Ärzte Zeitung, 11.11.2005

Neues Pankreas erleichert Typ-1-Diabetikern das Leben

Für Diabetiker mit transplantierter Bauchspeicheldrüse ist Immunsuppression nicht besonders belastend / Neues Organ funktioniert oft viele Jahre

LEIPZIG (scho). Für Patienten mit Diabetes Typ 1 ist eine Pankreas-Transplantation eine effektive Therapie. Doch nicht nur das. Viele Studien belegen auch eine verbesserte Lebensqualität nach einer solchen Transplantation. Die meisten Patienten würden sich erneut dafür entscheiden - auch, weil sie die kontinuierliche Immunsuppression als weniger belastend erleben als die Insulin-Injektionen.

Eine Pankreastransplantation wird bei über 90 Prozent der Patienten als simultane Pankreas-Nierentransplantation gemacht. Eine Bauchspeicheldrüse bekommen meist Patienten, die bereits eine diabetische Nephropathie haben.

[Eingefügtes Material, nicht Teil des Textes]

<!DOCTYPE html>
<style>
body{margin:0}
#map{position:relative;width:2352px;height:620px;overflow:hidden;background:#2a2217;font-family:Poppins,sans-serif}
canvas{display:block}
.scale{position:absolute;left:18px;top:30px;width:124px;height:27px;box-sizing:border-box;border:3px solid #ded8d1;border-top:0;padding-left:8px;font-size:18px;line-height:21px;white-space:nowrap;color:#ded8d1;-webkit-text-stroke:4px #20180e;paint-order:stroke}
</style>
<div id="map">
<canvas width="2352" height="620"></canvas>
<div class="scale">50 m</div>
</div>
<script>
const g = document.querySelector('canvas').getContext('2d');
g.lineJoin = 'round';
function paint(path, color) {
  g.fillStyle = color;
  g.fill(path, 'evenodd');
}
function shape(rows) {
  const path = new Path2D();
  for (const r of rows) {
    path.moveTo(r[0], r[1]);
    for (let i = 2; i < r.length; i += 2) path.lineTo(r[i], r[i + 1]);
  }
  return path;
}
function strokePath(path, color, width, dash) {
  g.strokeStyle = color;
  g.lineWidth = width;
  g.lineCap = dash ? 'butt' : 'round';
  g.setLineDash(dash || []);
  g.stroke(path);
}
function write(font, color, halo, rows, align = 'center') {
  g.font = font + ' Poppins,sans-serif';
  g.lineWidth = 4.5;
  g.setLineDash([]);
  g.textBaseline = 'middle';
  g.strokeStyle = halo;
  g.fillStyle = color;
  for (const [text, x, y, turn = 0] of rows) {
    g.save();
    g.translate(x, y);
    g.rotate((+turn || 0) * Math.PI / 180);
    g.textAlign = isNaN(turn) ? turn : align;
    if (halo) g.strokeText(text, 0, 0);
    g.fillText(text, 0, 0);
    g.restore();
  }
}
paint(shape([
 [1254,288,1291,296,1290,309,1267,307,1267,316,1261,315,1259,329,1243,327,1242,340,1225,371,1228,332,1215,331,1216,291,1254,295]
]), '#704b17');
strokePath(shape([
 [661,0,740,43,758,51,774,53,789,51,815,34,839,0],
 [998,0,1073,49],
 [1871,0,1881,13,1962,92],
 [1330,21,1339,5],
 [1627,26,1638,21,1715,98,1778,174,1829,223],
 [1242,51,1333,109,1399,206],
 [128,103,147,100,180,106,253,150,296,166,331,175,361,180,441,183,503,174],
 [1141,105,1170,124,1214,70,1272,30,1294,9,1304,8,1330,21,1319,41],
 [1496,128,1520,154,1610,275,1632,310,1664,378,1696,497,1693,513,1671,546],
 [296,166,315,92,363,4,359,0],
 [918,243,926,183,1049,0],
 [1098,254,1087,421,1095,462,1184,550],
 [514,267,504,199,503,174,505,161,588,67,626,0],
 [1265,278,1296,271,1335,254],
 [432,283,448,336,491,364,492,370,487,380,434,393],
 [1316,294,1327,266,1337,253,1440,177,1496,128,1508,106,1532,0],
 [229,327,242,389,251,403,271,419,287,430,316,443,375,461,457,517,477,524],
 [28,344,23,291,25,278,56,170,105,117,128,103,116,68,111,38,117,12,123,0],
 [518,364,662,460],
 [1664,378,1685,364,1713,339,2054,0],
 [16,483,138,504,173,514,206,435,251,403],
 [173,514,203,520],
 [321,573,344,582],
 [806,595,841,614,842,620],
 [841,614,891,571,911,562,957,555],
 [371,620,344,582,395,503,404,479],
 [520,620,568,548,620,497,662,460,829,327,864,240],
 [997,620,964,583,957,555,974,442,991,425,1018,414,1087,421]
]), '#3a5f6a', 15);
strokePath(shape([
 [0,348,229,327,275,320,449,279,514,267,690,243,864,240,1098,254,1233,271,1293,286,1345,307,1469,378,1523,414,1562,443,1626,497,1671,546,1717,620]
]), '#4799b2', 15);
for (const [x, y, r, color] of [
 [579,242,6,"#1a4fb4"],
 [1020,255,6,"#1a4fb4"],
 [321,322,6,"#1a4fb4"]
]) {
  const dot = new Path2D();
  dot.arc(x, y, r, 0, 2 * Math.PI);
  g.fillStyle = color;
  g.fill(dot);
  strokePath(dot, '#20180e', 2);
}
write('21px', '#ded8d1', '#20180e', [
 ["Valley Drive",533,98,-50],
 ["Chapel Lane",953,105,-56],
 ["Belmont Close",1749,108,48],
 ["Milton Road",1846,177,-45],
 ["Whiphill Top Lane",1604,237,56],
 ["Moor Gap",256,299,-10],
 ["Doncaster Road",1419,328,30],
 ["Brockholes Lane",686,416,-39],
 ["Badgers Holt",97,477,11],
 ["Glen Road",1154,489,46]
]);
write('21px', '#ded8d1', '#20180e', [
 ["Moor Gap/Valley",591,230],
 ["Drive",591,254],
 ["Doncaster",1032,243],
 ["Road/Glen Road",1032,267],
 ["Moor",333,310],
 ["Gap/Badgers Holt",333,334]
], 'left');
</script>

Früher war die Abstoßung der Bauchspeicheldrüse innerhalb des ersten Jahres ein Problem. Heute werden bei der simultanen Pankreas-Nierentransplantation nur noch knapp zwei Prozent der Organe akut abgestoßen.

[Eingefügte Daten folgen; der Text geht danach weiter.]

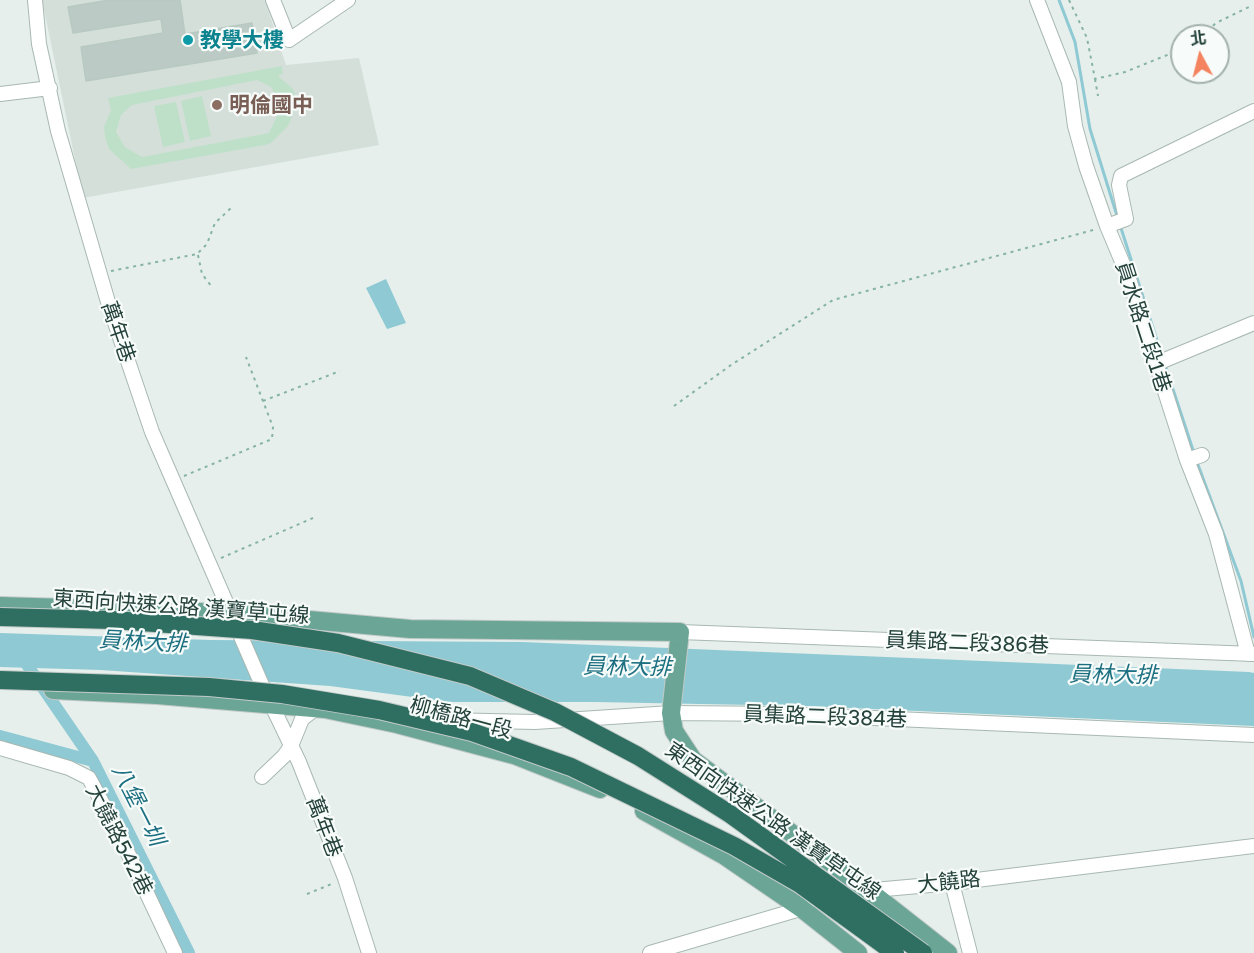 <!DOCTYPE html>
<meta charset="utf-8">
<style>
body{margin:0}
#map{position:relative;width:1254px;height:953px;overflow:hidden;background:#e6efeb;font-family:"Golos Text","Noto Sans TC",sans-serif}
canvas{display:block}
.north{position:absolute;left:1170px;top:24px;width:60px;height:60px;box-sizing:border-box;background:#f7fbf9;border:2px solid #a3b1ad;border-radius:50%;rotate:353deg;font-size:16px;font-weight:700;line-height:24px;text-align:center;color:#24423a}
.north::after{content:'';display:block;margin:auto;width:21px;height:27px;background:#f4845f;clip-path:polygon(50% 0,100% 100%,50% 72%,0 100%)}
</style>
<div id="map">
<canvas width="1254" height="953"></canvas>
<div class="north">北</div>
</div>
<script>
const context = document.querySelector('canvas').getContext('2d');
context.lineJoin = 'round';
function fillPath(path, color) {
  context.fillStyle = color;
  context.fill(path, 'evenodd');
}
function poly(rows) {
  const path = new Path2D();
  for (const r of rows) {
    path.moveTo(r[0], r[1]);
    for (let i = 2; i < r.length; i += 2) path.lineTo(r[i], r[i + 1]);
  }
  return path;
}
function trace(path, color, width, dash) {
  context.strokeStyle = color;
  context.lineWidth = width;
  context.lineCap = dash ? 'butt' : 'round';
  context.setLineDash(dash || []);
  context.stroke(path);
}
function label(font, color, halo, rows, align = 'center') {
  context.font = font + ' "Golos Text","Noto Sans TC",sans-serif';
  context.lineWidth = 4.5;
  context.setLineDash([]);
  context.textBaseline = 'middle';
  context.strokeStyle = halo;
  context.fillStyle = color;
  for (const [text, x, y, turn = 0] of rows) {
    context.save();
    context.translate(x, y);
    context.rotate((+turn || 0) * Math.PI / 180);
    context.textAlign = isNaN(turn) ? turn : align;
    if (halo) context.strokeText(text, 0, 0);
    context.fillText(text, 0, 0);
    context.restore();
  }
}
const built = poly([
 [42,0,265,0,286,65,359,58,379,145,83,198]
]);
const green = poly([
 [282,66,283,73,278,76,292,88,295,94,296,102,294,111,288,126,271,143,265,145,131,169,109,149,105,137,104,127,111,110,108,98],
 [257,80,271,87,279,101,278,114,269,133,142,157,125,147,116,132,121,115,132,105],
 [202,96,211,136,190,141,181,101],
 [176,102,185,142,163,147,154,106]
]);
const water = poly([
 [386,279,406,323,387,329,366,288],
 [0,633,210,640,523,642,1249,672,1254,673,1254,726,806,706,596,702,450,702,330,686,101,670,0,667]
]);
const stream = poly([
 [1059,0,1075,42,1090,129,1118,219],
 [1120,225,1162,356],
 [1165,365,1194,453],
 [1197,462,1241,581,1254,637]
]);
const canal = poly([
 [21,656,93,761],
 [0,736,93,761,189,953]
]);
const building = poly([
 [109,0,180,0,185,34,252,23,257,53,86,81,81,47,163,33,161,19,73,33,68,7,109,0]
]);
const path = poly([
 [1069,0,1087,38,1095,79,1125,72,1182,49],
 [1202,36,1216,23,1249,7],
 [1095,79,1098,96],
 [198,255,202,274,212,287],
 [111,271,197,254,207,244,215,223,231,208],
 [263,401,340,371],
 [674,406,731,365,833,300,1097,229],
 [184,476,272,439,273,427,246,357],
 [221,558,313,518],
 [307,894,334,883]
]);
const minor = poly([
 [35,0,39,44,58,131,108,302,152,432,262,685,299,762,345,878,369,953],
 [273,0,289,40,348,0],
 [1037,0,1069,82,1075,126,1086,166,1107,226,1128,276,1187,460,1216,534,1248,654],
 [0,94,50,88],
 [1107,226,1126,219,1119,185,1121,176,1254,111],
 [1155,364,1254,323],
 [1187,460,1202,455],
 [680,632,1254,654],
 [444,720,535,722,671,713,785,714,1254,735],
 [0,748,69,768,89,778,119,834,175,953],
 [262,777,284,756,291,746,302,719,315,709],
 [952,883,970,953],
 [863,891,952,883,1254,846],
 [650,953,807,907]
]);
const major = poly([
 [0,606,231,613,410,629,680,632,671,713,674,731,693,760,868,890,948,953],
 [53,690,157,695,325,709,397,724,514,755,600,789],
 [644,811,725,856,801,908,858,953]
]);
const highwayBridge = poly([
 [0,617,113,620,252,630,338,643,470,676,555,712,638,756,730,814,923,953],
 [0,680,209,687,282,694,379,710,472,732,571,767,734,846,800,884,895,953]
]);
const markers = [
 [188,40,6,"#0f9aa8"],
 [217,105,6,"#8d6e63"]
];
const cultureNames = [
 ["教學大樓",200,40]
];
const educationNames = [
 ["明倫國中",229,105]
];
const streetNames = [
 ["員水路二段1巷",1143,327,72],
 ["萬年巷",118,332,71],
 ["東西向快速公路 漢寶草屯線",181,607,4],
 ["員集路二段386巷",967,643,2],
 ["員集路二段384巷",825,717,2],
 ["柳橋路一段",461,718,15],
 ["東西向快速公路 漢寶草屯線",773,821,35],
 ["萬年巷",324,827,69],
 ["大饒路542巷",119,840,63],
 ["大饒路",949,882,-6]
];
const waterNames = [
 ["員林大排",143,642,3],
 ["員林大排",627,667,1],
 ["員林大排",1113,675,1],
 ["八堡一圳",138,805,63]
];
fillPath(built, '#d4dfda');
fillPath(green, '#bfe0c8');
fillPath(water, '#8ec9d4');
trace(stream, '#8ec9d4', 3);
trace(canal, '#8ec9d4', 12);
fillPath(building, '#bbcac4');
trace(building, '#b8c9c2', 1.5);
trace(minor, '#a8b8b2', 16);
trace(major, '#c2cac8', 20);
trace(path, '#86b3a5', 2, [3, 4.5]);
trace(minor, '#fff', 14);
trace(major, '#6aa596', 18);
trace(highwayBridge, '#c2cac8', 20, []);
trace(highwayBridge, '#2f6f62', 18);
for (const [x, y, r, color] of markers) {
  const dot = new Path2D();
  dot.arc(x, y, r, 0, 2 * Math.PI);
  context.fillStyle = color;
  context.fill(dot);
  trace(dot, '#f7fbf9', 2);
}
label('bold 21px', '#0d838f', '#f7fbf9', cultureNames, 'left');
label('bold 21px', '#785e54', '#f7fbf9', educationNames, 'left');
label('21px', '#24423a', '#f7fbf9', streetNames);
label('italic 22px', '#1c6f80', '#f7fbf9', waterNames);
</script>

Das berichtete Professor Ulrich Theodor Hopt von der Chirurgischen Universitätsklinik Freiburg bei einem Symposium in Leipzig. Die Zehn-Jahres-Funktionsrate von Bauchspeicheldrüsen liege bei über 60 Prozent, so Hopt. Zum Vergleich: Die Zehn-Jahres-Funktionsraten bei transplantierten Nieren gab der Chirurg mit 44 Prozent an.

Grund für die errechnete gute Funktionsrate der Bauchspeicheldrüsen: Es wird nur die endokrine Funktion gemessen, weil die für die Diabetiker wichtig ist. Diese Funktion ist auch dann oft noch gut, wenn das transplantierte Organ atrophisch ist, was übrigens oft vorkommt. Die exokrine Pankreasfunktion geht meist weitgehend verloren. Der Grund dafür sei noch unklar, sagte Hopt.

Im Gegensatz zu Patienten mit Nierentransplantation, bei denen sich die Funktionsreserve relativ leicht mit Hilfe des Kreatinins bestimmen läßt, ist bei der Bauchspeicheldrüse eine Funktionsanalyse nicht ganz so einfach. Wie kann man etwa abschätzen, ob eine transplantierte Bauchspeicheldrüse auch langfristig funktionieren wird? Zum Beispiel mit einem oralen Glukosetoleranz-Test (OGT).

Die Arbeitsgruppe um Hopt stellte fest, daß bei Patienten, die kurz nach der Transplantation eine eingeschränkte Glukosetoleranz im OGT aufweisen, das Organ auch langfristig häufig schlecht funktioniert. So lassen sich mitunter schon früh solche Patienten identifizieren, die ein größeres Risiko haben, erneut insulinpflichtig zu werden.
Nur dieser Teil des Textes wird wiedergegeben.